I agree with you that it's odd that the pure-blood supremacist followers of Voldemort should willingly follow a Half-blood, and I thought that it was even odder for him to hold a meeting in the graveyard where his Muggle father was buried. (Maybe that's not as big a giveaway as I once thought considering that both Muggles and Wizards are buried at Godric's Hollow.) At any rate, at least one Death Eater, Bellatrix Lestrange (who wasn't at the graveyard), is unaware of Voldemort's origins and considers it blasphemy when Harry calls Voldemort a Half-Blood in OoP. Bellatrix also seems to consider herself better than Snape, commenting with sneering arrogance that she and Narcissa (both Pure-bloods) are probably the first of their kind to enter the "Muggle dungheap" where Snape lives. (Obviously, she can't mean the first witch or wizard since Snape lives there.)
There seems to be some degree of prejudice against Half-Bloods, then, especially in Slytherin, but it's nothing like the virulent prejudice of some Slytherins against Muggle-borns, Witches and Wizards who have no magical blood at all because both their parents are Muggles (defined repeatedly in the books as "nonmagical people"). As Ron points out, many of the Death Eaters are Half-Bloods because there simply aren't enough Pure-Bloods left.

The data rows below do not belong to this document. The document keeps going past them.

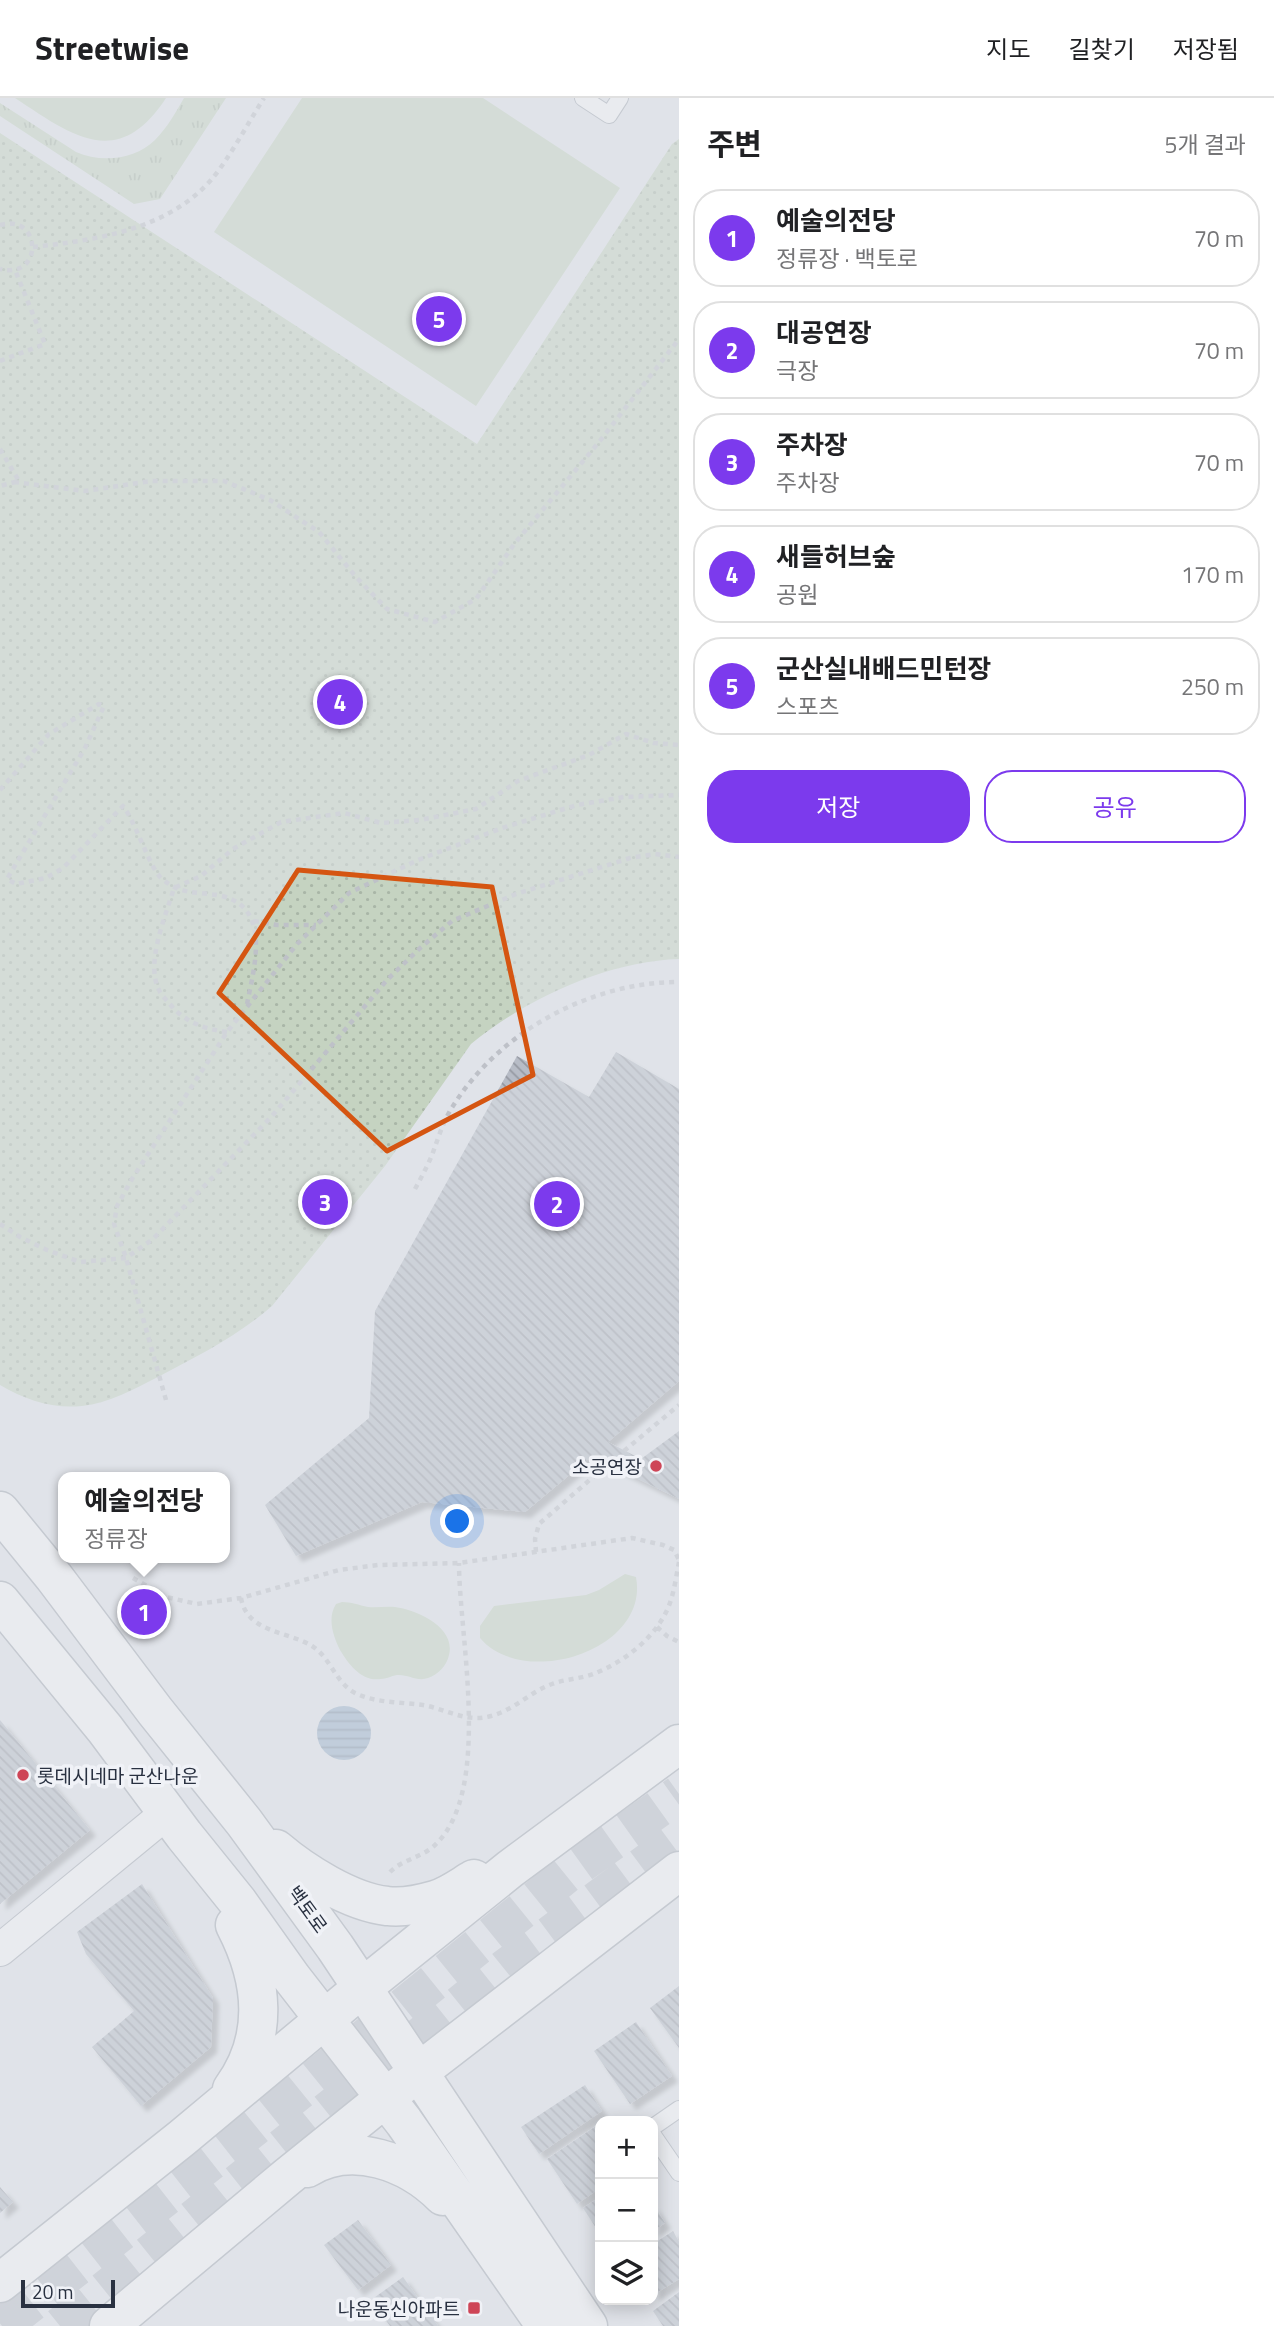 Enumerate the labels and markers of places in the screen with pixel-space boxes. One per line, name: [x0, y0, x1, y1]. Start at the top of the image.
pin: 5: [416, 293, 462, 345]
pin: 4: [317, 676, 363, 728]
pin: 3: [302, 1176, 348, 1228]
pin: 2: [534, 1178, 580, 1230]
place label: 소공연장: [572, 1452, 642, 1481]
marker: 소공연장: [648, 1458, 664, 1474]
pin: 1: [121, 1586, 167, 1638]
place label: 롯데시네마 군산나운: [37, 1761, 199, 1790]
marker: 롯데시네마 군산나운: [15, 1767, 31, 1783]
place label: 나운동신아파트: [338, 2294, 460, 2323]
marker: 나운동신아파트: [466, 2300, 482, 2316] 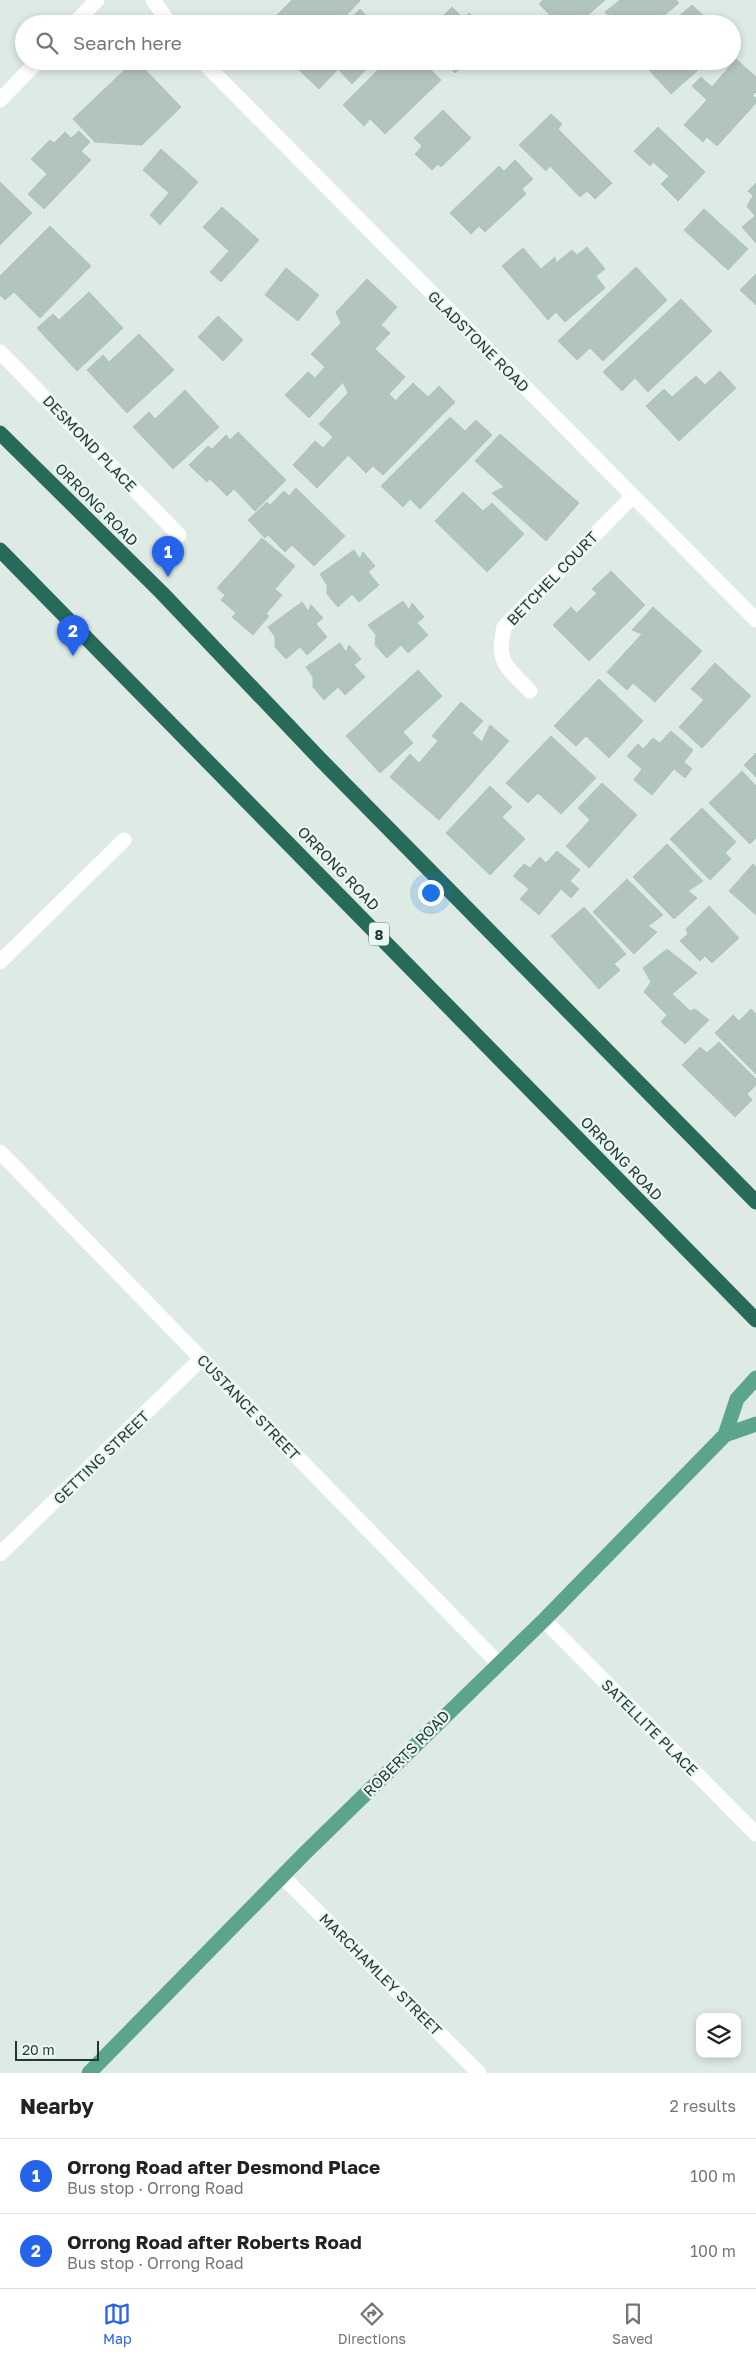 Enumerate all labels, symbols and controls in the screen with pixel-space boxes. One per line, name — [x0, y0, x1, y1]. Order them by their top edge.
search box — [15, 15, 741, 70]
icon: search — [33, 29, 61, 57]
text: Search here — [73, 31, 182, 54]
street label: GLADSTONE ROAD — [425, 287, 533, 395]
street label: DESMOND PLACE — [39, 391, 141, 495]
street label: ORRONG ROAD — [52, 459, 142, 549]
street label: BETCHEL COURT — [503, 528, 601, 628]
pin: 1 — [152, 536, 184, 577]
pin: 2 — [57, 615, 89, 656]
street label: ORRONG ROAD — [294, 822, 384, 914]
your location — [418, 880, 444, 906]
road number: 8 — [369, 922, 389, 946]
street label: ORRONG ROAD — [577, 1112, 667, 1204]
street label: CUSTANCE STREET — [194, 1350, 304, 1464]
street label: GETTING STREET — [49, 1407, 153, 1507]
street label: SATELLITE PLACE — [598, 1675, 702, 1779]
street label: ROBERTS ROAD — [359, 1706, 453, 1800]
street label: MARCHAMLEY STREET — [316, 1909, 446, 2039]
map controls — [696, 2013, 741, 2058]
button: layers — [696, 2013, 741, 2058]
scale bar — [15, 2038, 99, 2061]
text: 20 m — [22, 2041, 55, 2058]
text: Nearby — [20, 2093, 94, 2119]
text: 2 results — [670, 2096, 736, 2116]
text: Orrong Road after Desmond Place — [67, 2155, 380, 2178]
text: 1 — [32, 2166, 40, 2186]
text: 100 m — [690, 2166, 736, 2186]
text: Bus stop · Orrong Road — [67, 2178, 244, 2198]
text: Orrong Road after Roberts Road — [67, 2230, 362, 2253]
text: 2 — [31, 2241, 41, 2261]
text: 100 m — [690, 2241, 736, 2261]
text: Bus stop · Orrong Road — [67, 2253, 244, 2273]
tab: Map — [103, 2300, 132, 2347]
tab: Directions — [338, 2300, 406, 2347]
tab: Saved — [612, 2300, 653, 2347] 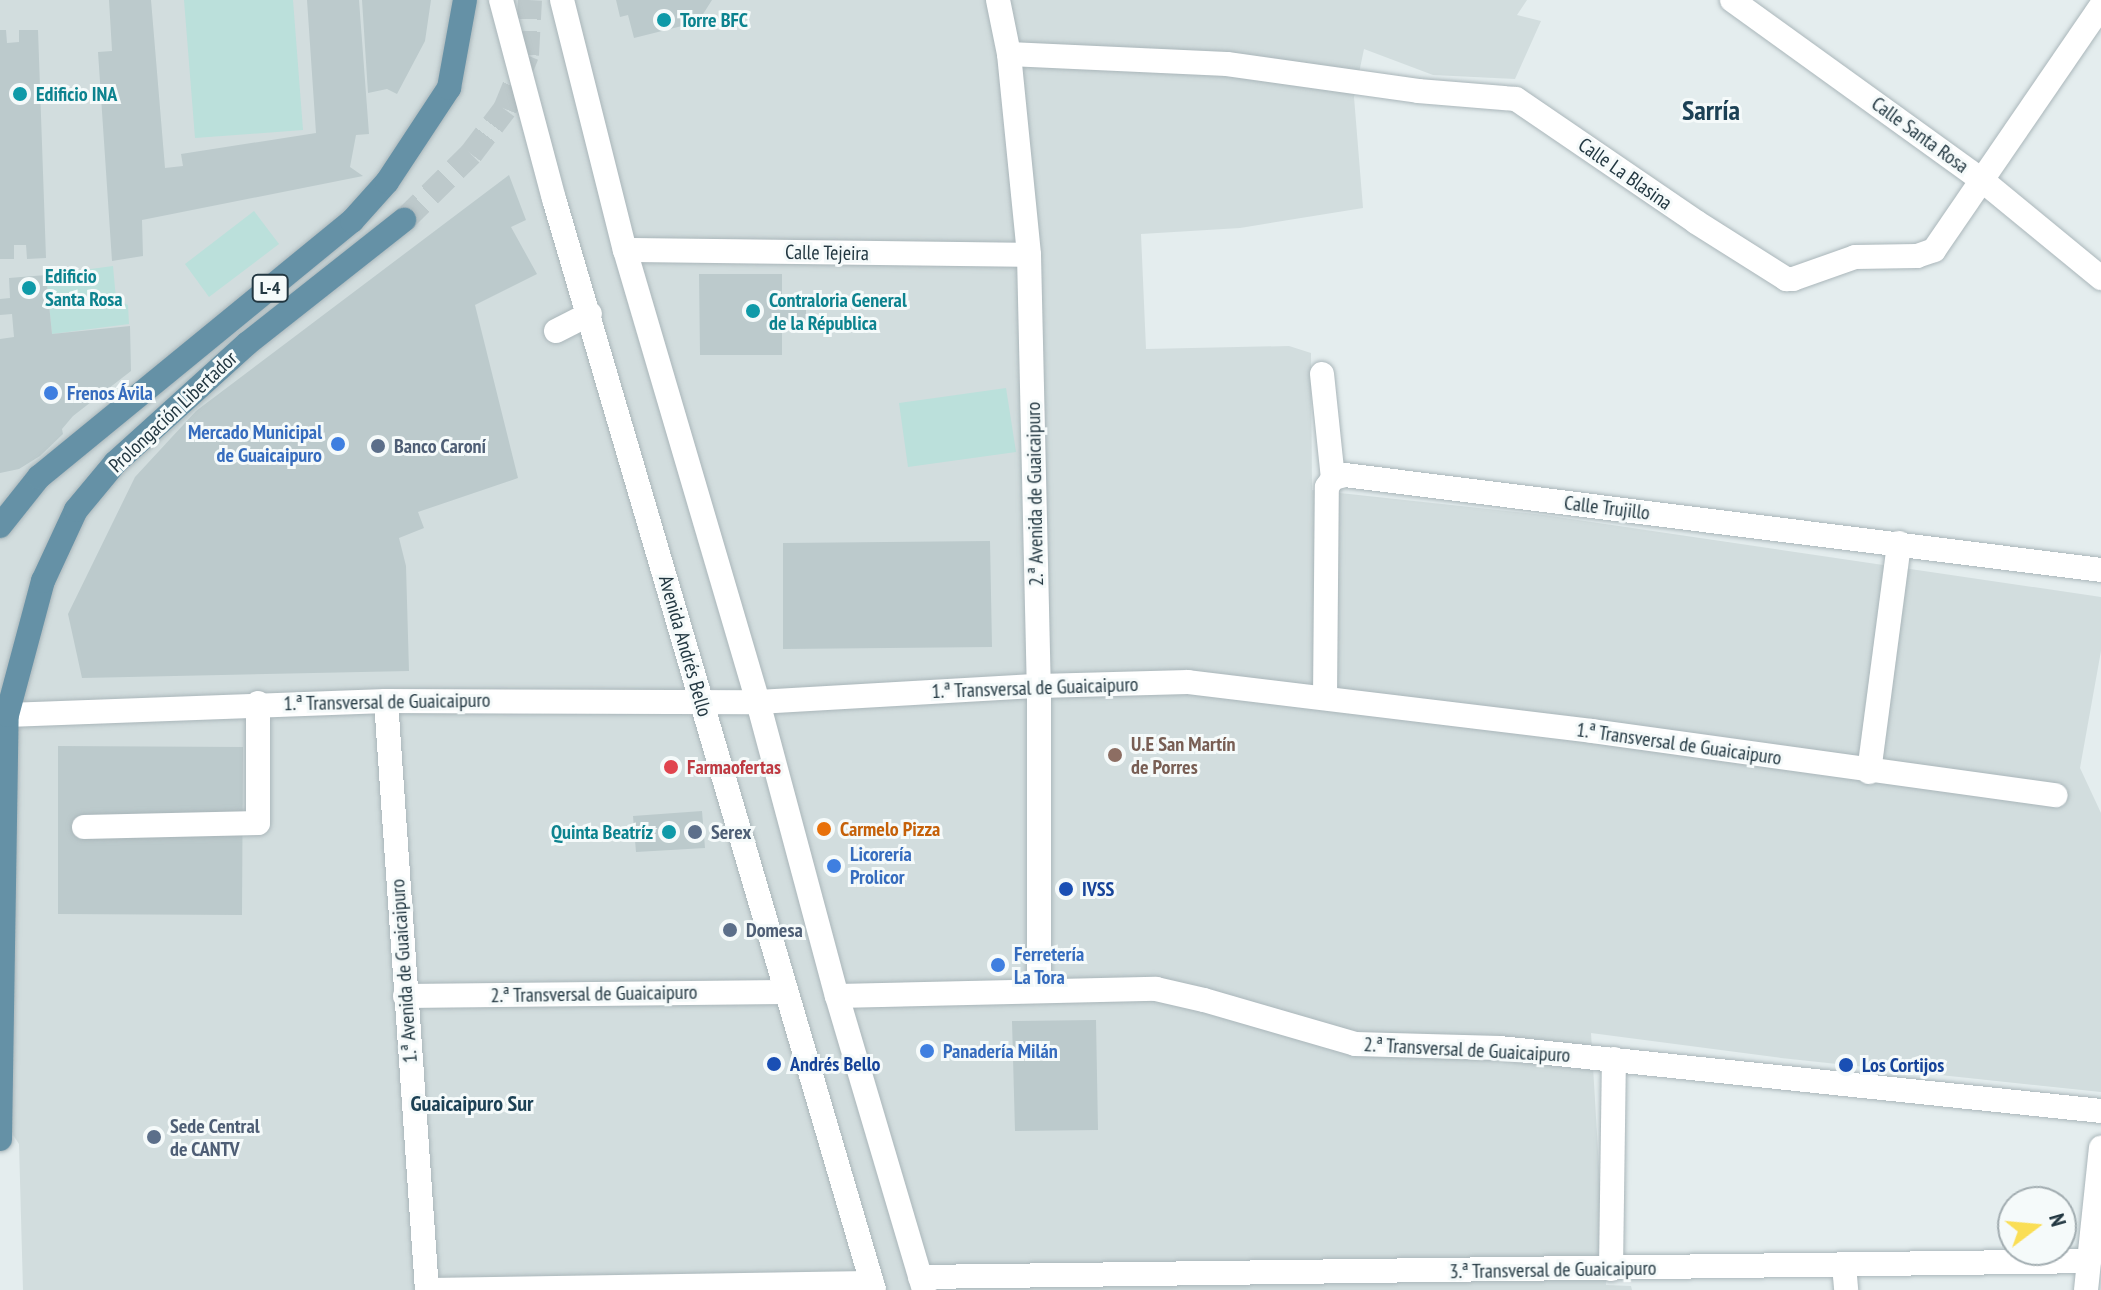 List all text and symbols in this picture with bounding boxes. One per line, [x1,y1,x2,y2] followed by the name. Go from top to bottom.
[680,8,748,32] place label: Torre BFC
[655,11,673,29] marker: Torre BFC
[36,82,117,106] place label: Edificio INA
[11,85,29,103] marker: Edificio INA
[1867,92,1973,178] street label: Calle Santa Rosa
[1682,93,1740,127] district label: Sarría
[1573,133,1677,215] street label: Calle La Blasina
[785,240,869,266] street label: Calle Tejeira
[45,264,123,311] place label: Edificio Santa Rosa
[250,274,290,302] road number: L-4
[20,279,38,297] marker: Edificio Santa Rosa
[769,288,907,335] place label: Contraloria General de la Républica
[744,302,762,320] marker: Contraloria General de la Républica
[104,347,242,477] street label: Prolongación Libertador
[67,381,153,405] place label: Frenos Ávila
[42,384,60,402] marker: Frenos Ávila
[1021,401,1049,587] street label: 2.ª Avenida de Guaicaipuro
[188,420,322,467] place label: Mercado Municipal de Guaicaipuro
[394,434,486,458] place label: Banco Caroní
[329,435,347,453] marker: Mercado Municipal de Guaicaipuro
[369,437,387,455] marker: Banco Caroní
[1563,491,1651,525] street label: Calle Trujillo
[653,572,717,720] street label: Avenida Andrés Bello
[931,672,1139,704] street label: 1.ª Transversal de Guaicaipuro
[283,688,491,716] street label: 1.ª Transversal de Guaicaipuro
[1575,718,1783,770] street label: 1.ª Transversal de Guaicaipuro
[1131,732,1236,779] place label: U.E San Martín de Porres
[1106,746,1124,764] marker: U.E San Martín de Porres
[687,755,781,779] place label: Farmaofertas
[662,758,680,776] marker: Farmaofertas
[840,817,940,841] place label: Carmelo Pizza
[551,820,653,844] place label: Quinta Beatríz
[711,820,751,844] place label: Serex
[815,820,833,838] marker: Carmelo Pizza
[660,823,678,841] marker: Quinta Beatríz
[686,823,704,841] marker: Serex
[850,842,912,889] place label: Licorería Prolicor
[825,857,843,875] marker: Licorería Prolicor
[1082,877,1114,901] place label: IVSS
[386,878,422,1064] street label: 1.ª Avenida de Guaicaipuro
[1057,880,1075,898] marker: IVSS
[746,918,803,942] place label: Domesa
[721,921,739,939] marker: Domesa
[1014,942,1084,989] place label: Ferretería La Tora
[989,956,1007,974] marker: Ferretería La Tora
[490,980,698,1008] street label: 2.ª Transversal de Guaicaipuro
[1363,1033,1571,1067] street label: 2.ª Transversal de Guaicaipuro
[943,1039,1058,1063] place label: Panadería Milán
[918,1042,936,1060] marker: Panadería Milán
[790,1052,880,1076] place label: Andrés Bello
[1862,1053,1944,1077] place label: Los Cortijos
[765,1055,783,1073] marker: Andrés Bello
[1837,1056,1855,1074] marker: Los Cortijos
[411,1091,533,1117] district label: Guaicaipuro Sur
[170,1114,260,1161] place label: Sede Central de CANTV
[145,1128,163,1146] marker: Sede Central de CANTV
[1997,1186,2077,1266] north arrow
[2043,1210,2073,1230] text: N
[1449,1256,1657,1284] street label: 3.ª Transversal de Guaicaipuro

It seems to me that the half-blood concept (which is an actual legal concept relating to people who are related to another person through only one rather than two common ancestors, the simplest example being a half-brother or sister. Hagrid's half-brother, Grawp, is still, in Hagrid's mind, his brother because they share a mother. (He says something about blood being important in that sense, just as he speaks of the Malfoys as coming from "bad blood.") Evidently, a Half-Blood Witch or Wizard is still "one of us" even though the magical blood comes from only one side, just as a half-brother or half-sister is still a relative even though the shared "blood" comes only from one parent.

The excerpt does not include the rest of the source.